Moisés Liranzo a 14 ans et à huit ans, il descendait dans la rue pour cirer des chaussures. Aquiles, 13 ans, a abandonné ses études pour vendre des fruits avec son père. Kioranny, 12 ans, assume les tâches domestiques de sa maison et s’occupe de ses jeunes frères et sœurs. Leurs difficultés quotidiennes, leurs rêves tronqués, leurs peurs et leur espoir d’un avenir meilleur sont détaillés dans un documentaire sur les garçons et les filles de la République Dominicaine qui sont obligés de travailler et finissent souvent par abandonner l’école. Le film, qui vient d’être présenté à Madrid, est une initiative de l’organisation religieuse Missions Salésiennesqui développe depuis 1985 des projets éducatifs avec des enfants en difficulté dans ce pays des Caraïbes.
Ce documentaire de 21 minutes, réalisé par Raúl de la Fuente, triple lauréat du prix Goya, place le spectateur face aux problèmes quotidiens de six garçons et filles qui travaillent, victimes de pauvreté, de violence, d’abandon familial et comme si c’était le cas. pas assez, le mépris d’une société qui les considère comme des dangers ou des voleurs. « Ce ne sont pas des criminels, ce sont juste des victimes d’une société d’abus », a défendu le missionnaire salésien Juan Linares, fondateur du programme Canillitas de Don Bosco, lors de la présentation du documentaire à Madrid.
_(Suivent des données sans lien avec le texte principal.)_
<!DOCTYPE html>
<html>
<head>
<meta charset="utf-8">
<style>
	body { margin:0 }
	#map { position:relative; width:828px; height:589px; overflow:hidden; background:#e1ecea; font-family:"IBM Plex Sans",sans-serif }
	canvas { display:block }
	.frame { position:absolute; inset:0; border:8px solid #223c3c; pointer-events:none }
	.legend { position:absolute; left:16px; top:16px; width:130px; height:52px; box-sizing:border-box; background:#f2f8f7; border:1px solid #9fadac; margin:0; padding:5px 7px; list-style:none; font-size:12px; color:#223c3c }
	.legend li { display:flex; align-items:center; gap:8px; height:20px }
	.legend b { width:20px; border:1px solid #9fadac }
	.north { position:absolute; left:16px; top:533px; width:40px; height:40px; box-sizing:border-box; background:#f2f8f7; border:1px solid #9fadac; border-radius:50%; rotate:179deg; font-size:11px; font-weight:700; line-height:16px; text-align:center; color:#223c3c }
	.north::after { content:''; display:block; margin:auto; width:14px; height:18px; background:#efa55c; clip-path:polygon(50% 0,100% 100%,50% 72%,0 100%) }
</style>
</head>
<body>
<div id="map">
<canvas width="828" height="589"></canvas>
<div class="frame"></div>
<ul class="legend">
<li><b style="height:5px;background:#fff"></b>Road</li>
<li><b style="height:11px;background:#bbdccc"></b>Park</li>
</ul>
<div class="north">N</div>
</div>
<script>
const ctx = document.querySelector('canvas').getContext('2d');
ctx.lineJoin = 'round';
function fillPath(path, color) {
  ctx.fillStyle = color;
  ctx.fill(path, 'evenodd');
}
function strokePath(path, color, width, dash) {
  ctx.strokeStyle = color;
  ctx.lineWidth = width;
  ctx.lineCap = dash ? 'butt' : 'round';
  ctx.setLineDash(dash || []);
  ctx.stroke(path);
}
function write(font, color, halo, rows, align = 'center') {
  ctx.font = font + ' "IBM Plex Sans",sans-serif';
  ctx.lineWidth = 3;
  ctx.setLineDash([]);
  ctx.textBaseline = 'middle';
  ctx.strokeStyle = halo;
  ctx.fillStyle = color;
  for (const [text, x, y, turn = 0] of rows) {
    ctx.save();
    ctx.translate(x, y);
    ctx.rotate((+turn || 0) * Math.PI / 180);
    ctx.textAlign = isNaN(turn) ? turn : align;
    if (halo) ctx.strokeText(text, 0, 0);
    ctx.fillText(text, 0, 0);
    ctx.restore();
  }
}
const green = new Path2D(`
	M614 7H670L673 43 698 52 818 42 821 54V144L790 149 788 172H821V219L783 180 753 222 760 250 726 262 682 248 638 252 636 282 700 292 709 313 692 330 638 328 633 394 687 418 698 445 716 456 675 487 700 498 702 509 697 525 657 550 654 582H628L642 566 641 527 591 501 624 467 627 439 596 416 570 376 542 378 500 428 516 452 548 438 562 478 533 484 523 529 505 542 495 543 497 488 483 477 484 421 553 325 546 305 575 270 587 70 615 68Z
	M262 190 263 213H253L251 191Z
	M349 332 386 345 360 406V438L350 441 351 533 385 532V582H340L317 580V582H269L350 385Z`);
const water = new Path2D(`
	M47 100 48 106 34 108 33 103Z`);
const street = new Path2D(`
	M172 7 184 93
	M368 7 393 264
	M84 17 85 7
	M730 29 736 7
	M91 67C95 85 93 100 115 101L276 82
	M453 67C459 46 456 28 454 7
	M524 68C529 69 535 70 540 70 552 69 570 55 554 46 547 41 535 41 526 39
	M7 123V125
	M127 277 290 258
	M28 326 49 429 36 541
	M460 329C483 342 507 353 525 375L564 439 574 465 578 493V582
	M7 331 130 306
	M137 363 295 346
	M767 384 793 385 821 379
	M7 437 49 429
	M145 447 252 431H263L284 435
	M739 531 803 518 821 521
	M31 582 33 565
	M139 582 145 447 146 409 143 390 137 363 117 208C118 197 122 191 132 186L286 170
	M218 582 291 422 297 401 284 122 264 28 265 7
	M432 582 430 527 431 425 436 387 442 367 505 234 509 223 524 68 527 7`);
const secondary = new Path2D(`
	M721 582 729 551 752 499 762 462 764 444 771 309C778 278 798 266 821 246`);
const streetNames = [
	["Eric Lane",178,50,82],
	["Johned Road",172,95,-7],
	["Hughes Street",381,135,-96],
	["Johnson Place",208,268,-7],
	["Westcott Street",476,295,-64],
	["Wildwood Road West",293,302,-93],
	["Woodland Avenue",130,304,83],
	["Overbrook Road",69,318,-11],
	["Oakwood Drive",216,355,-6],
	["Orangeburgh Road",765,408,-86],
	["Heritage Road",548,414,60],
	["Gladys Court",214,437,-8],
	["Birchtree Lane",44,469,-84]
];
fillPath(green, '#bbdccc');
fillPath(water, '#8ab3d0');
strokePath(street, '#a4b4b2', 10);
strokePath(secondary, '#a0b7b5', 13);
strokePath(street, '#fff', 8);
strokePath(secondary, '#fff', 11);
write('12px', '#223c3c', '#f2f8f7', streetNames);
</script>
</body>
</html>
Canillitas, diminutif de canillas (jambes), est utilisé dans plusieurs pays d’Amérique latine pour désigner les mineurs qui gagnent leur vie en travaillant dans la rue. Le film veut également refléter les rêves de ces garçons et comment leur participation au projet de l’organisation religieuse a changé leur vie. Liranzo en est la preuve. Le garçon, présent à la première du documentaire à Madrid, raconte qu’il a commencé à travailler à l’âge de huit ans de sa propre initiative pour aider à payer les médicaments de sa grand-mère. « Quand j’ai quitté l’école, j’allais dans la rue cirer des bottes avec mon frère aîné. Mes parents ne le savaient pas. « Ma mère me frappait pour que je ne le fasse pas, mais un jour, elle a compris que ça n’en valait pas la peine », explique-t-il. Le plus jeune a fini par négliger tellement ses études qu’il ne savait ni lire ni écrire. Sur la recommandation d’un ami qui travaillait également dans la rue, Liranzo a demandé de l’aide au programme. Canillitas avec Don Bosco il y a quatre ans. Il reprend sa formation et rêve aujourd’hui d’être « artiste et avocat ».
« Beaucoup de ces enfants qui travaillent viennent de familles avec des adultes qui ont peu ou pas de formation et qui ne peuvent donc pas travailler et générer des revenus suffisants pour entretenir un foyer. Les mineurs ne sentent pas que leurs droits sont violés, pour eux cela les aide », explique Karen Montás, directrice du programme Canillitas de Don Bosco dans le pays.
Selon UNICEF, dans le monde, 160 millions de garçons et de filles âgés de 5 à 17 ans travaillent et sont privés de la possibilité d’étudier. « De nombreux enfants dans cette situation finissent par abandonner l’école ; Ils pensent qu’ils vont être gênés car ils sont plus âgés que les autres, ils redoublent et ne sont pas les meilleurs de la classe. Ces choses les démotivent », explique Montás. En République Dominicaine, le loi Le travail des enfants est interdit depuis 2003, mais le documentaire montre qu’il est normalisé et répandu dans le pays.
« Mon père me dit que je dois travailler pour ne pas être un voleur », avoue Aquiles, qui vend des fruits dans la rue avec son père. Et lorsqu’on lui demande où devraient être les enfants, le garçon répond fièrement : « Au travail ».
Il est pratiquement impossible de connaître l’ampleur du problème du travail des enfants dans ce pays des Caraïbes, car il n’existe pas de chiffres officiels fiables et actuels. Selon la Mission Salésienne, en République Dominicaine il y a 340.000 mineurs qui travaillent. Les derniers chiffres officiels disponibles proviennent du Enquête ENHOGAR MICS de 2014. Selon ce document, 12,8% de la population âgée de 5 à 17 ans travaillait cette année-là. Mais ce sont des statistiques qui datent de presque 10 ans et dont Liranzo et le reste des protagonistes du documentaire n’ont jamais fait partie.
Le documentaire « Canillitas », qui leur donne une visibilité qu’ils n’ont jamais eue, sera projeté à Rome, Vienne, Varsovie, Bruxelles et Lisbonne, dans les prochains jours et sera ensuite diffusé sur les plateformes.